About this exercise
Count the lines below containing "canvas". Number only.

Records excerpted from a collection:
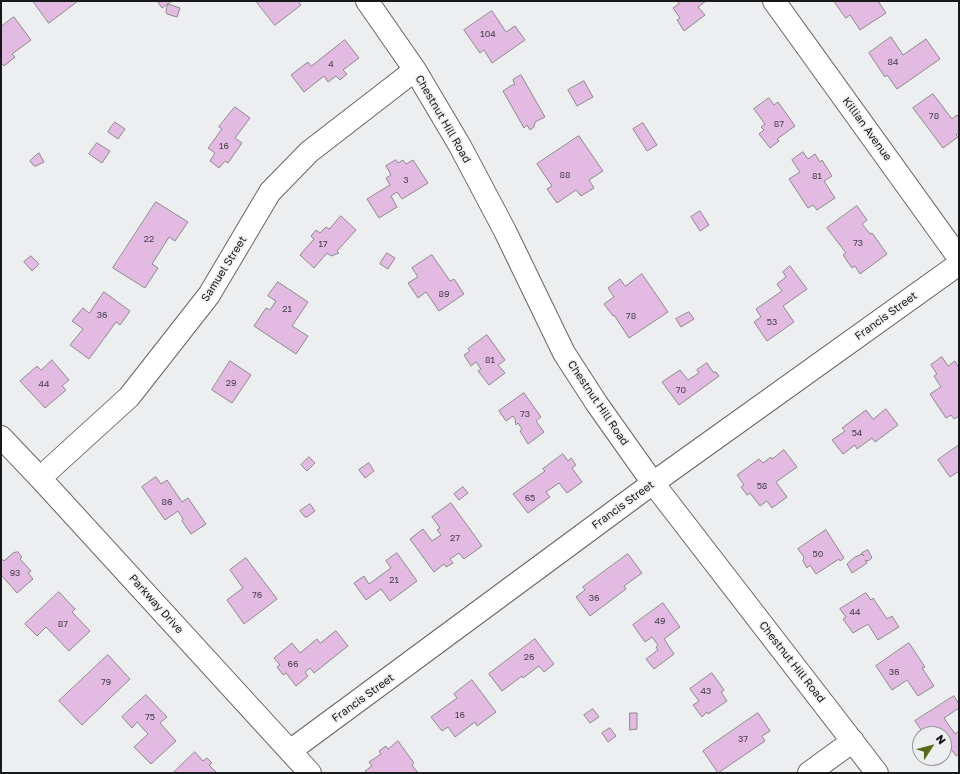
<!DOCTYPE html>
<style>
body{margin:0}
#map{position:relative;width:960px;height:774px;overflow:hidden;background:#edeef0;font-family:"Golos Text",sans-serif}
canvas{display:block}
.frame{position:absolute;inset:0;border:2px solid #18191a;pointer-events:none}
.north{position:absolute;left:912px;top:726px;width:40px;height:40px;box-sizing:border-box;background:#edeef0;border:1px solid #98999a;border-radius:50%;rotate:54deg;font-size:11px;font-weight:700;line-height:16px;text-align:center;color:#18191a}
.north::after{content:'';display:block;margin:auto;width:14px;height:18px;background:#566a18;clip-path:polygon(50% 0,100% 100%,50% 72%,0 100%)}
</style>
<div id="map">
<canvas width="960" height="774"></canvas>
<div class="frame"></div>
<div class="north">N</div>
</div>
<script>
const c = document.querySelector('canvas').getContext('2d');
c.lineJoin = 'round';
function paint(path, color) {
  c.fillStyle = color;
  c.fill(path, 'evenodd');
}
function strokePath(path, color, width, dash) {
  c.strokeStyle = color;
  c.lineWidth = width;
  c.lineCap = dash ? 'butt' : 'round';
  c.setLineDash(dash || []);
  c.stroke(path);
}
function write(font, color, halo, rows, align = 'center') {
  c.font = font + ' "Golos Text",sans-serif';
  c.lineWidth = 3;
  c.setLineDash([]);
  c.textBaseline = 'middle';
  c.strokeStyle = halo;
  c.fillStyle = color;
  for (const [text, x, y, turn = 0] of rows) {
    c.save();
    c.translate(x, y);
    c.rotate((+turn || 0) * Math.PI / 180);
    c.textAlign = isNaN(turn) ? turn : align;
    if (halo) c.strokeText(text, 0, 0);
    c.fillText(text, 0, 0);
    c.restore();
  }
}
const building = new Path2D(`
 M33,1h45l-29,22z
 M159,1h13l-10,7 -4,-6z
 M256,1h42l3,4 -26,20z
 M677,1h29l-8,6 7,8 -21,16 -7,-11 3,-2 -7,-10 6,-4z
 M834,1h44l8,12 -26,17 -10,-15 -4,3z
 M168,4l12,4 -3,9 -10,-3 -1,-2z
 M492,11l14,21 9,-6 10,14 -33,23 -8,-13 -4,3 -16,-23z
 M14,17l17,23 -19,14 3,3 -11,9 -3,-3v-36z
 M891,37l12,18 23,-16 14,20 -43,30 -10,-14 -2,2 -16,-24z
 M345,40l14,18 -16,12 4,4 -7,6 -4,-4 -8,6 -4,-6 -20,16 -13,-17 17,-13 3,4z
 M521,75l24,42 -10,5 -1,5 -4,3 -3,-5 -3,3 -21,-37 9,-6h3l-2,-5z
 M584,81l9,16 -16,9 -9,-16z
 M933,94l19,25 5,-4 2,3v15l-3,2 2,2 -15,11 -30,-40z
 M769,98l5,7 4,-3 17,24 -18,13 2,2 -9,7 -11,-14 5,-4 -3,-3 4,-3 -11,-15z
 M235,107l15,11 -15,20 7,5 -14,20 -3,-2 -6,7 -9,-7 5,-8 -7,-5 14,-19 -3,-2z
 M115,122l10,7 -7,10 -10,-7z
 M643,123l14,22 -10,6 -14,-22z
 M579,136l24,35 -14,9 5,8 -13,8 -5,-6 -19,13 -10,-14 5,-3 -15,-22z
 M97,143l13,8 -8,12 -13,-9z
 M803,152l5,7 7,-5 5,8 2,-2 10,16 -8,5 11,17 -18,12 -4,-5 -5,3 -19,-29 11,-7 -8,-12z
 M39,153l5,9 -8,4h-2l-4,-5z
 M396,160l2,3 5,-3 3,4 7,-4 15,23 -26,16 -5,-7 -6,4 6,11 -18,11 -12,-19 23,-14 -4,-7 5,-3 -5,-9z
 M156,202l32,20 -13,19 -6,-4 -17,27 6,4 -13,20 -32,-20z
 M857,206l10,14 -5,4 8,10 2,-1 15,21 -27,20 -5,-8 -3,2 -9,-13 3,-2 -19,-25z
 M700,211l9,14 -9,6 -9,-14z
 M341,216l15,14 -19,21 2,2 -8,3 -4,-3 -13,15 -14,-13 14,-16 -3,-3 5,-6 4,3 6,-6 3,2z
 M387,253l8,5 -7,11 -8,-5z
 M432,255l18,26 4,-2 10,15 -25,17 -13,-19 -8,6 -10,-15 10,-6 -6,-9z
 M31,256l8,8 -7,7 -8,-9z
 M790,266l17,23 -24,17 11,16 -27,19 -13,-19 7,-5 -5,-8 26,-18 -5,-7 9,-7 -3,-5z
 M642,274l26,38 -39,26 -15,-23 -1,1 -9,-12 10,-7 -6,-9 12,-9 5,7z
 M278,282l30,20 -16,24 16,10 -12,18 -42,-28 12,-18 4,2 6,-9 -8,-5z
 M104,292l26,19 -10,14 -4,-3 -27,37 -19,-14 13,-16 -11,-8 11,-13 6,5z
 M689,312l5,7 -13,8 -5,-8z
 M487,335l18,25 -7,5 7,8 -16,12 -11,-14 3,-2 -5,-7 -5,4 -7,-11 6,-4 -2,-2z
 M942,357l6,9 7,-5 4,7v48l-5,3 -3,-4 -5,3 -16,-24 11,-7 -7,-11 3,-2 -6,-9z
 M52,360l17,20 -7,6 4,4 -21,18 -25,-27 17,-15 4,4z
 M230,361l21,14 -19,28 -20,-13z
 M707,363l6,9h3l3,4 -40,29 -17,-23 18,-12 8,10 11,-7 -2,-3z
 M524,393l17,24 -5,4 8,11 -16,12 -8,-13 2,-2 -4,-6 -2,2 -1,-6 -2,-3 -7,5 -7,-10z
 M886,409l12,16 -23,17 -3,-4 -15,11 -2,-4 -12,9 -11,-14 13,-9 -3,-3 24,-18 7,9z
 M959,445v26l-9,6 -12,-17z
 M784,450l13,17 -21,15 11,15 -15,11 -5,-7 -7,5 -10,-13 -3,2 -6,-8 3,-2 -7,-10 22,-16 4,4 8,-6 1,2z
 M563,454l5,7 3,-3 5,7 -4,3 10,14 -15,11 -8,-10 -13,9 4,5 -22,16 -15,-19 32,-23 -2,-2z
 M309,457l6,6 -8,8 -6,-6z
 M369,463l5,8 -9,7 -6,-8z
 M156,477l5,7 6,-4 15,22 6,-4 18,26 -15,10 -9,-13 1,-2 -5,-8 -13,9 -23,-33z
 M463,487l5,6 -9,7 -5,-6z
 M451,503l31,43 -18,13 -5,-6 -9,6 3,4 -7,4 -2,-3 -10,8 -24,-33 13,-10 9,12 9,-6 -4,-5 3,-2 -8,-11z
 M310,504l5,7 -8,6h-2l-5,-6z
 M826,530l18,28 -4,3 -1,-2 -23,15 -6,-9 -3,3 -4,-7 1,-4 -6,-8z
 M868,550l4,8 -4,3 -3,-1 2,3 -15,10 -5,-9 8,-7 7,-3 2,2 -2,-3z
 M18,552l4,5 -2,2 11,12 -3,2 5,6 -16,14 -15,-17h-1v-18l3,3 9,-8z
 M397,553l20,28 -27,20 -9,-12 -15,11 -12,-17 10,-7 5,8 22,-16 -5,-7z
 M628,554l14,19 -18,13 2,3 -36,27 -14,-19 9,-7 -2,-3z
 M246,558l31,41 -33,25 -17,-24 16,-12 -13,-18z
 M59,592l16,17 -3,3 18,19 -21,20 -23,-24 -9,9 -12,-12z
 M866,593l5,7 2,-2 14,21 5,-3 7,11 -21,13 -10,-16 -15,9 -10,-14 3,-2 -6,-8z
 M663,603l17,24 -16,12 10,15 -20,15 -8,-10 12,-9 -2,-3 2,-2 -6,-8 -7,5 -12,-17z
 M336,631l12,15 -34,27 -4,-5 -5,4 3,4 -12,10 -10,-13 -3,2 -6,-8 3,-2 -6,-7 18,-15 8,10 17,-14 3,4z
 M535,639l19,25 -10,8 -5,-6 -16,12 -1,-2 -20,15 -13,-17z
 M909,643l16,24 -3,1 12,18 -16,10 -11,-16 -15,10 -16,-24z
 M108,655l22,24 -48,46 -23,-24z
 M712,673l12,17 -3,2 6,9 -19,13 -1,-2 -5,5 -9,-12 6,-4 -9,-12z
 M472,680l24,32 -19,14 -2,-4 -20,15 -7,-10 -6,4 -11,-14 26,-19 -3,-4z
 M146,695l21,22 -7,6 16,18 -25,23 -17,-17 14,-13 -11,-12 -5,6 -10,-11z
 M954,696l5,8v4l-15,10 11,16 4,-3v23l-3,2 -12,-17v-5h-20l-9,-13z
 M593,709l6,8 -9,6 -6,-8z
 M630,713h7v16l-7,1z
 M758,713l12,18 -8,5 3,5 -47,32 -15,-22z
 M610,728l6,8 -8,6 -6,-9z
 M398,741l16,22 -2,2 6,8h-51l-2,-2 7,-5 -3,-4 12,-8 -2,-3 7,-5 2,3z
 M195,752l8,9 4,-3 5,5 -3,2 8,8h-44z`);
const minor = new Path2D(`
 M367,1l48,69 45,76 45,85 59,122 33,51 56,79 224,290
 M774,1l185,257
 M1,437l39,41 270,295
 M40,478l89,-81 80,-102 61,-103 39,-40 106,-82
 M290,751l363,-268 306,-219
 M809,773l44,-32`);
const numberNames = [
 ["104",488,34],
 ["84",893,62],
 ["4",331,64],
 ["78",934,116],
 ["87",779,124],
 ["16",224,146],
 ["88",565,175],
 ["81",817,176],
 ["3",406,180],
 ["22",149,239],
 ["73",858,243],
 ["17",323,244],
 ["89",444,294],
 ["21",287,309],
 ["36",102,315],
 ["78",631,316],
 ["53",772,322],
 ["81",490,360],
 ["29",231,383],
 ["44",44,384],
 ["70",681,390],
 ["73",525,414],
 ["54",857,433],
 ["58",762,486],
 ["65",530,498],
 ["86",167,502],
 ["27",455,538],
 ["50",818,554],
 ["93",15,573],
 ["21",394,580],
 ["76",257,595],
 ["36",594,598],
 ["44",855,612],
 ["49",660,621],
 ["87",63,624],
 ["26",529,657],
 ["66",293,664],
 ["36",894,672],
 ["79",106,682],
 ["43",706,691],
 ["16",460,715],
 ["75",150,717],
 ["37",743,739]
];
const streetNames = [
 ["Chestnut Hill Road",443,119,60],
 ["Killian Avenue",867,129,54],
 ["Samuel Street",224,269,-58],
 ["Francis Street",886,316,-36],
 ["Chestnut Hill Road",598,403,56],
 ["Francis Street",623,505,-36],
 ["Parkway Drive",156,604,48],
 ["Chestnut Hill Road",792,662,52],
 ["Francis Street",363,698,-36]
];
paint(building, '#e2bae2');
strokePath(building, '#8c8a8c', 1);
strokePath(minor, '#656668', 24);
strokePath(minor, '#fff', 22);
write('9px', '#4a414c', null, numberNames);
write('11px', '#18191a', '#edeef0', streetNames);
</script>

==

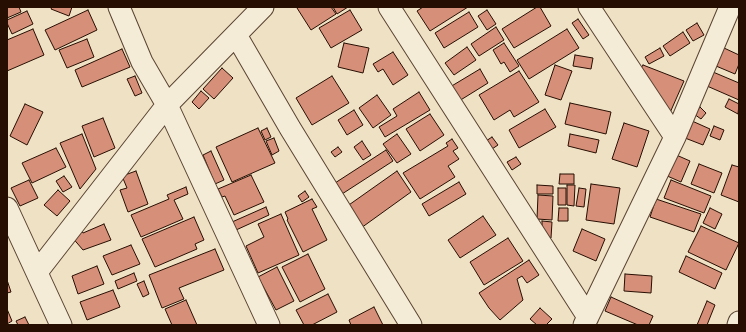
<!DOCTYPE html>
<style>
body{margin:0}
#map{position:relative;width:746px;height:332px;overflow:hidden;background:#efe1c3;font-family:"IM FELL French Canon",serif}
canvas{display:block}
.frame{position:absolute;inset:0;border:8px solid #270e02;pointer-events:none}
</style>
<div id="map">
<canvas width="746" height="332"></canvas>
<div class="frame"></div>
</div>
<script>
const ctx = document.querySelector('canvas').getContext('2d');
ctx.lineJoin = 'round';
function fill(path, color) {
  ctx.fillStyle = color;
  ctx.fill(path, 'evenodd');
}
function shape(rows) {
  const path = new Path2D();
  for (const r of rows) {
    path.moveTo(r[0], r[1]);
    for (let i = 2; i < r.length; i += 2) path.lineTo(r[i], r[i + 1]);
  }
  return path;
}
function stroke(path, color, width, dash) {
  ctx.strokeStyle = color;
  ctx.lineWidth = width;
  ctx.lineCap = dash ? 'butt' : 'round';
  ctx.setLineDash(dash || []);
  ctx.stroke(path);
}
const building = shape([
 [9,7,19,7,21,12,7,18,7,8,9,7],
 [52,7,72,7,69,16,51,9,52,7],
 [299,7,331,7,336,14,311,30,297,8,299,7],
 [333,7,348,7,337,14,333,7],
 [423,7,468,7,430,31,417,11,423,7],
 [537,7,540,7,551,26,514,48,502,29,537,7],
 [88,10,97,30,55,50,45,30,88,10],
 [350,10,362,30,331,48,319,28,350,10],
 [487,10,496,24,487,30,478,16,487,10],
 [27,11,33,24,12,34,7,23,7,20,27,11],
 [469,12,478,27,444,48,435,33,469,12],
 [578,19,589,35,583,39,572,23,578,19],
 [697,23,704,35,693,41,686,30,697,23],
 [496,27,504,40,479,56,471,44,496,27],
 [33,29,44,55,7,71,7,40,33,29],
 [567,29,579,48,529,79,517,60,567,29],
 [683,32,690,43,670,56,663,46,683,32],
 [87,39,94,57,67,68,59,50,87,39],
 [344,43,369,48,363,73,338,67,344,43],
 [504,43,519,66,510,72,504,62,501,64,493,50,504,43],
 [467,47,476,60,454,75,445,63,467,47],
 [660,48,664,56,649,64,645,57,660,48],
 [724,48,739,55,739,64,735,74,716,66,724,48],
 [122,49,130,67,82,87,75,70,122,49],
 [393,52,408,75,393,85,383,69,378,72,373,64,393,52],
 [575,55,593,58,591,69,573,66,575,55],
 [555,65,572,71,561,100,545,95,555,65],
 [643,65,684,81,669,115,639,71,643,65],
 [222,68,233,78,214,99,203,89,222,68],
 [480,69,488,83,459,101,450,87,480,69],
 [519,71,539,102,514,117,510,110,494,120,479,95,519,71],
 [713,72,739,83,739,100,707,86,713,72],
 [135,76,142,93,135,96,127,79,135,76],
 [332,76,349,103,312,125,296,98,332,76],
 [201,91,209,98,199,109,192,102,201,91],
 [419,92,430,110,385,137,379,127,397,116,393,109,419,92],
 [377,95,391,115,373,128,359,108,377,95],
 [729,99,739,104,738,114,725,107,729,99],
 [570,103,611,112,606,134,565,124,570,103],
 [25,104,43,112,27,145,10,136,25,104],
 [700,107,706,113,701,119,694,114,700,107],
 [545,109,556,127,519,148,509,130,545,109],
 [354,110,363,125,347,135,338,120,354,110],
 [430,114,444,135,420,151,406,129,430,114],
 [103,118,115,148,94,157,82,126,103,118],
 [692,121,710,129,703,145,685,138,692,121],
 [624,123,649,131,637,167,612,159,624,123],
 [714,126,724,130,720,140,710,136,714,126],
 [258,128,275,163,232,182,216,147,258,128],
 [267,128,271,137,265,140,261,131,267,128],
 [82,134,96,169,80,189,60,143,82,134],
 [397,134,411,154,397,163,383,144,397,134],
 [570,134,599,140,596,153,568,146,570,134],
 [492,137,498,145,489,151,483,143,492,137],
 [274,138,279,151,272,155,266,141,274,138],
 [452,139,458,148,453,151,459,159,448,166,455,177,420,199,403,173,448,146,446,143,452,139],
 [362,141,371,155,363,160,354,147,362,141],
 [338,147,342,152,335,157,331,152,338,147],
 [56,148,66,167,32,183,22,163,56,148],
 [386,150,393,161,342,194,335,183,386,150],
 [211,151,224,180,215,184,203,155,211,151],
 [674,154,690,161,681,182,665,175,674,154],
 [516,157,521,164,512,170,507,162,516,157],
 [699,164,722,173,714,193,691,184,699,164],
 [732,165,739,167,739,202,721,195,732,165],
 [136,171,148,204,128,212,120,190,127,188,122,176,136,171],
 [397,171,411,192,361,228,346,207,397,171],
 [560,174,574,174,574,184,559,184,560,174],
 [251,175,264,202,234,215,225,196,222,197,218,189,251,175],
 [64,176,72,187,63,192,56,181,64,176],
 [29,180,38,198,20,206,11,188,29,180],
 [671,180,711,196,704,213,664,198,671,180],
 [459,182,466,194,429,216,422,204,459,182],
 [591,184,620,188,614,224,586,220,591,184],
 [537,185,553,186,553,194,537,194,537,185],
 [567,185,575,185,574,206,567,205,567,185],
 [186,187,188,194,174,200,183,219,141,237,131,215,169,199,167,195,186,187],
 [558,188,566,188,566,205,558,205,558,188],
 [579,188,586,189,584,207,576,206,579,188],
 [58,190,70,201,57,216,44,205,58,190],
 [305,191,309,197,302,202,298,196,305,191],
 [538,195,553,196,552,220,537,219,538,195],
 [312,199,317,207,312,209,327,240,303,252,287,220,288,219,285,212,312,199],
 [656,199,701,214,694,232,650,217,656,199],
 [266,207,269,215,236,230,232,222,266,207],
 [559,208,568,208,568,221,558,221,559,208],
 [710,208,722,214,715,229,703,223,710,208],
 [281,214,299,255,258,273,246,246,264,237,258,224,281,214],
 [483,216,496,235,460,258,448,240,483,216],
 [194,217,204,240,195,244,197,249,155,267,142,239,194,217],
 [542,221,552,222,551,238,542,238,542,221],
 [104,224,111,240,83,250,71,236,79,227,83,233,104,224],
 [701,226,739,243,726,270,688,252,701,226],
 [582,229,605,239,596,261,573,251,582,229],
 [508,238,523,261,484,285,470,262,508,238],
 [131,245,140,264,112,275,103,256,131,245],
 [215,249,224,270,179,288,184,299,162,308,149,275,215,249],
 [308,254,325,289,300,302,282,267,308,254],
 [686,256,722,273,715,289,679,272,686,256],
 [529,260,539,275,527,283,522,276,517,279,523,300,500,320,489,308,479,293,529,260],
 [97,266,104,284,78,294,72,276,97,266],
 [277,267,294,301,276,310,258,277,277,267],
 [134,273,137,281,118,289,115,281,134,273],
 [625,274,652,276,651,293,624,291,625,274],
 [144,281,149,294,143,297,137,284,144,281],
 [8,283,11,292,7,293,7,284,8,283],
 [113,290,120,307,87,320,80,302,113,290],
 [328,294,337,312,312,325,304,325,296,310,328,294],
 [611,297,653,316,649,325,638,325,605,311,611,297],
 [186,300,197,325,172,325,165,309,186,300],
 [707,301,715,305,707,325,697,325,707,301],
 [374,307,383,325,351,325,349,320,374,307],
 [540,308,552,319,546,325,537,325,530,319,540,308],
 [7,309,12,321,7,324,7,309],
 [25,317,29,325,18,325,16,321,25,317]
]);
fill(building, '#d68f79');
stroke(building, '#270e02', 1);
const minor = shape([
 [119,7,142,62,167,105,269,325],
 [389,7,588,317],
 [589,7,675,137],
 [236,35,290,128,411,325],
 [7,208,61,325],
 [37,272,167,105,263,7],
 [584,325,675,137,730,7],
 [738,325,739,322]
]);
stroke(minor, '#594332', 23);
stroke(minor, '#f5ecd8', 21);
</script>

Result for this exercise
6